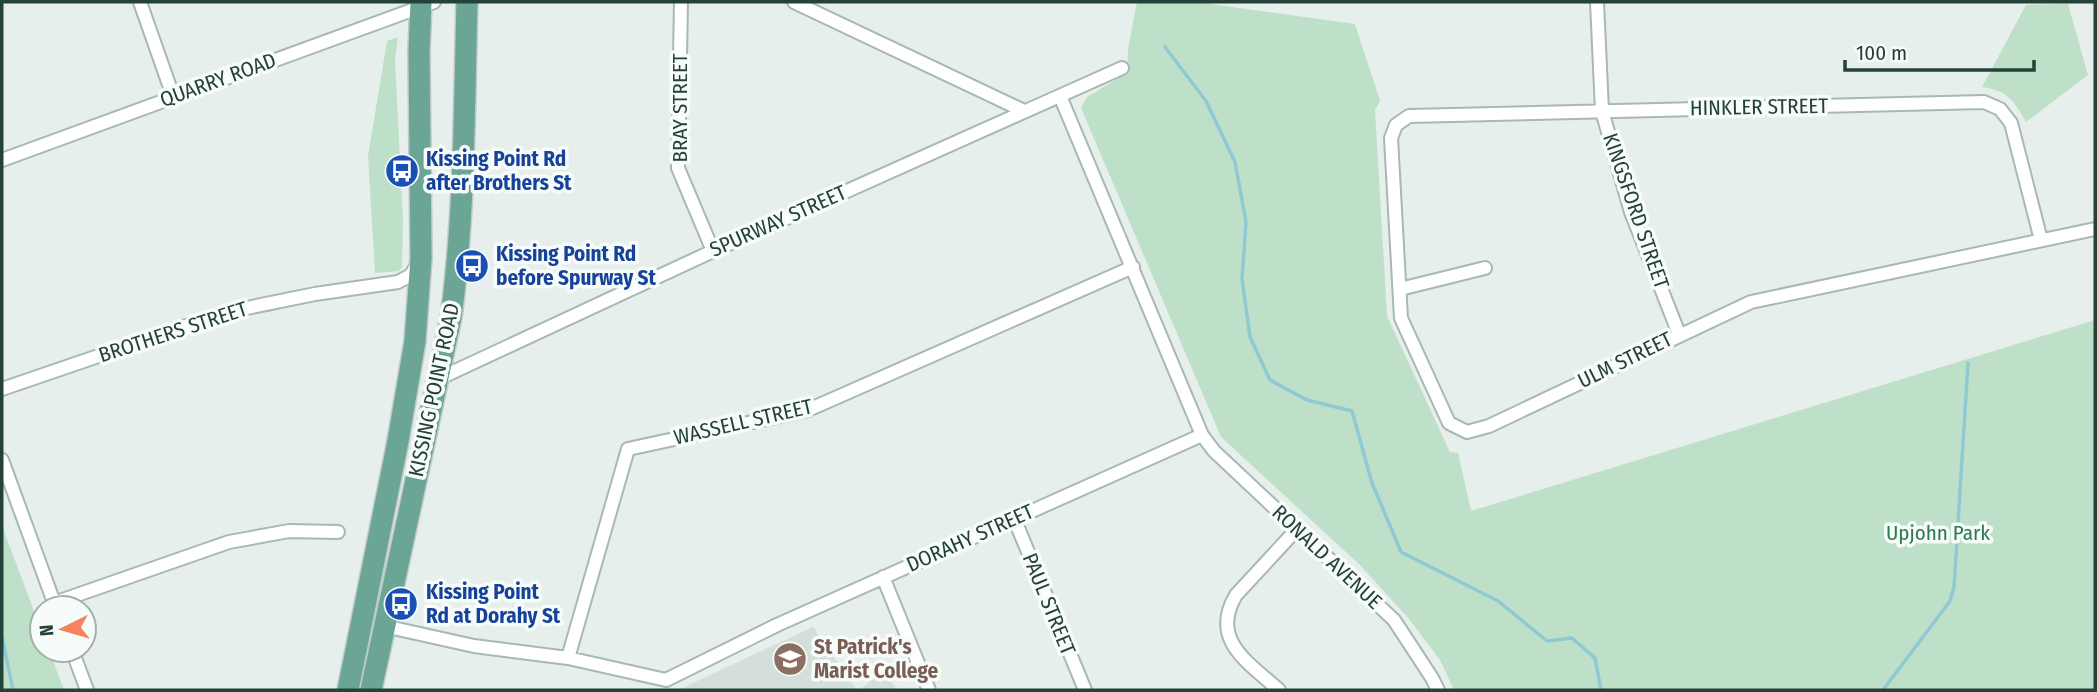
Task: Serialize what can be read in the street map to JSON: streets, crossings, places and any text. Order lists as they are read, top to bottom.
{
  "streets": {
    "main road": ["KISSING POINT ROAD"],
    "street": [
      "QUARRY ROAD",
      "HINKLER STREET",
      "BRAY STREET",
      "KINGSFORD STREET",
      "SPURWAY STREET",
      "BROTHERS STREET",
      "ULM STREET",
      "WASSELL STREET",
      "DORAHY STREET",
      "RONALD AVENUE",
      "PAUL STREET"
    ]
  },
  "crossings": [
    ["QUARRY ROAD", "KISSING POINT ROAD"],
    ["HINKLER STREET", "KINGSFORD STREET"],
    ["HINKLER STREET", "ULM STREET"],
    ["BRAY STREET", "SPURWAY STREET"],
    ["KINGSFORD STREET", "ULM STREET"],
    ["SPURWAY STREET", "KISSING POINT ROAD"],
    ["BROTHERS STREET", "KISSING POINT ROAD"],
    ["KISSING POINT ROAD", "DORAHY STREET"],
    ["WASSELL STREET", "DORAHY STREET"],
    ["DORAHY STREET", "RONALD AVENUE"],
    ["DORAHY STREET", "PAUL STREET"]
  ],
  "parks": ["Upjohn Park"],
  "places": {
    "bus stop": ["Kissing Point Rd after Brothers St", "Kissing Point Rd before Spurway St", "Kissing Point Rd at Dorahy St"],
    "school or university": ["St Patrick's Marist College"]
  },
  "scale_bar": "100 m",
  "north": "left"
}
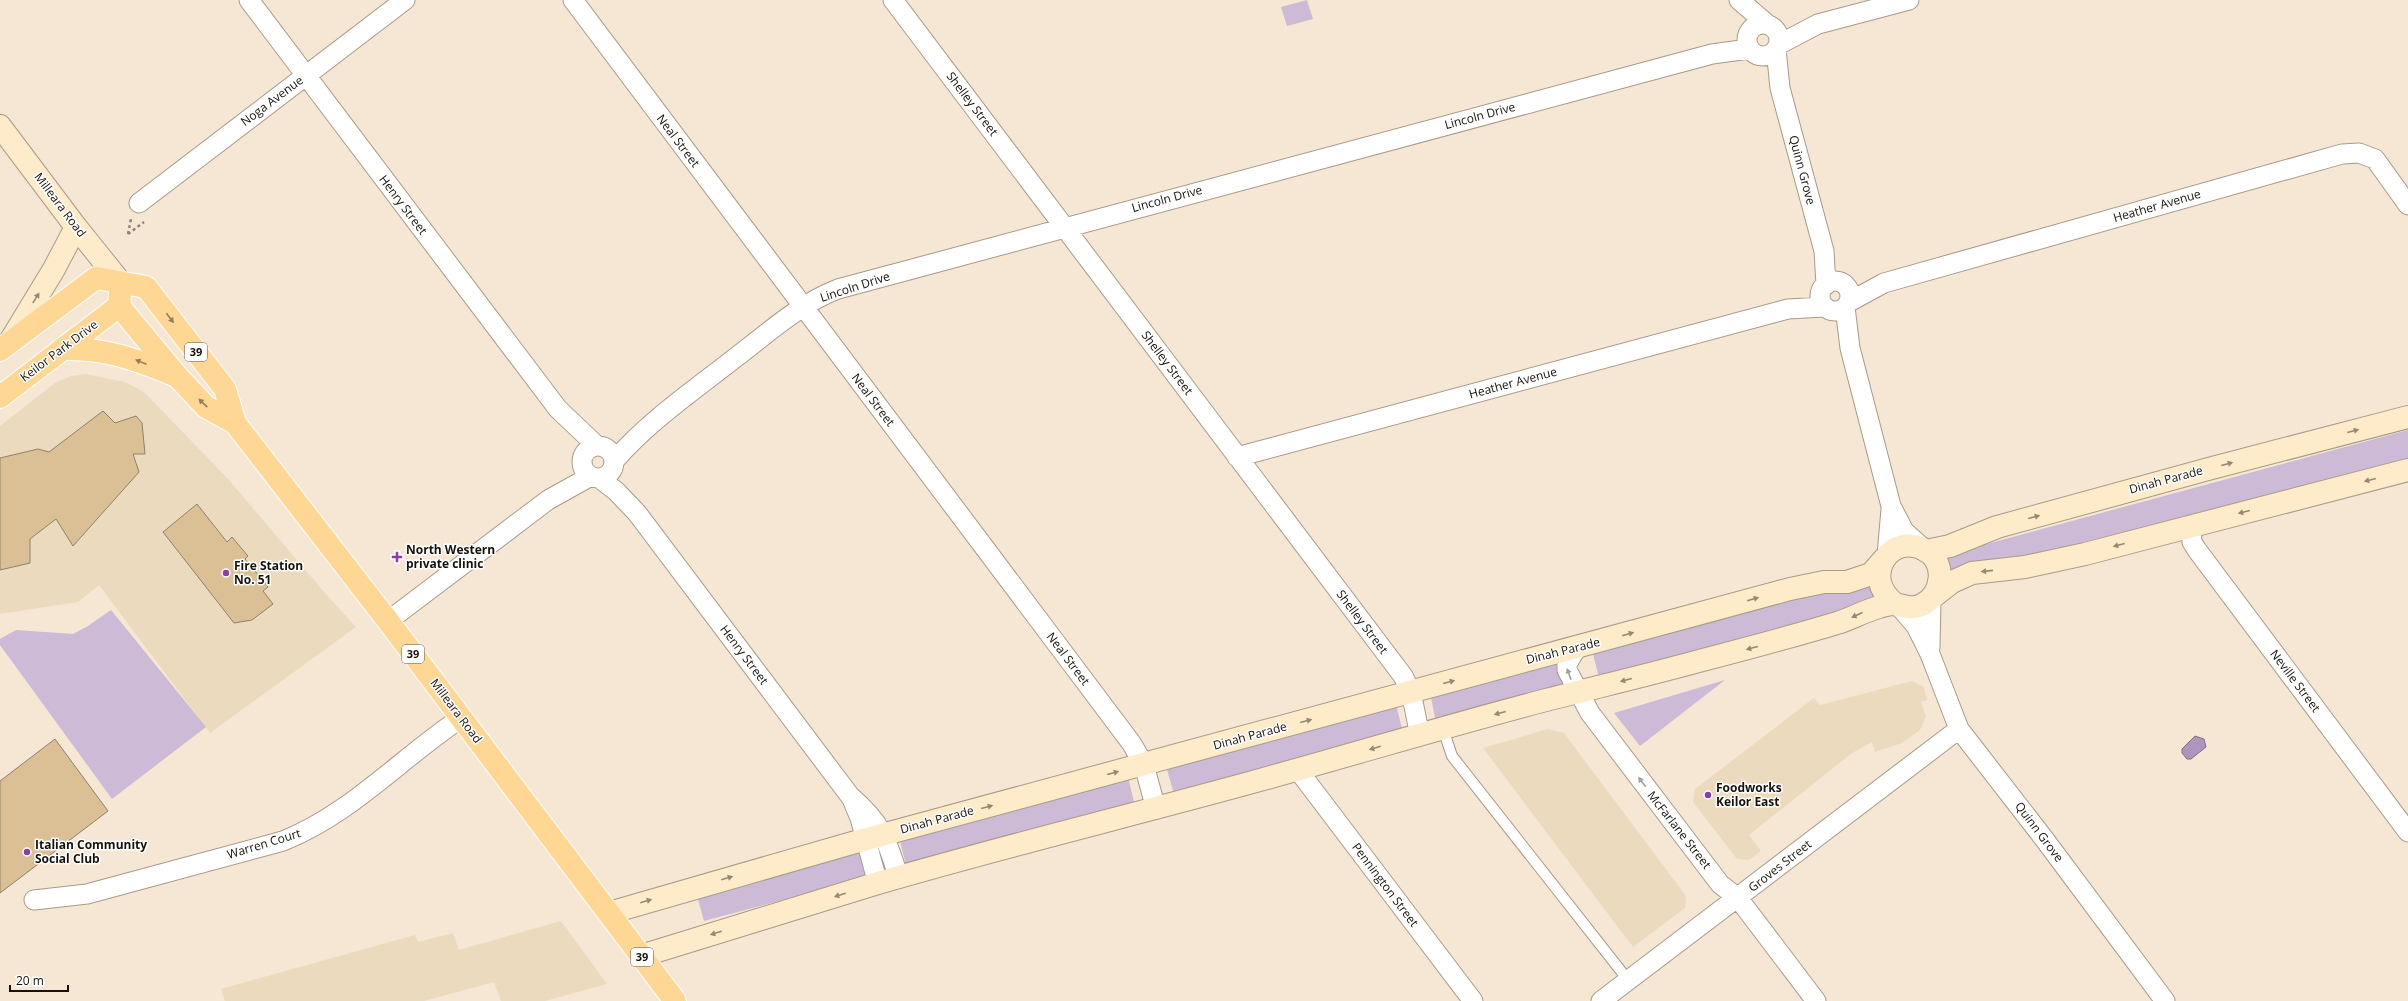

Instructions for the task: Please show every line of the material that contains the string "PAUL".

Solved exercise:
      "PAUL STREET"
    ["DORAHY STREET", "PAUL STREET"]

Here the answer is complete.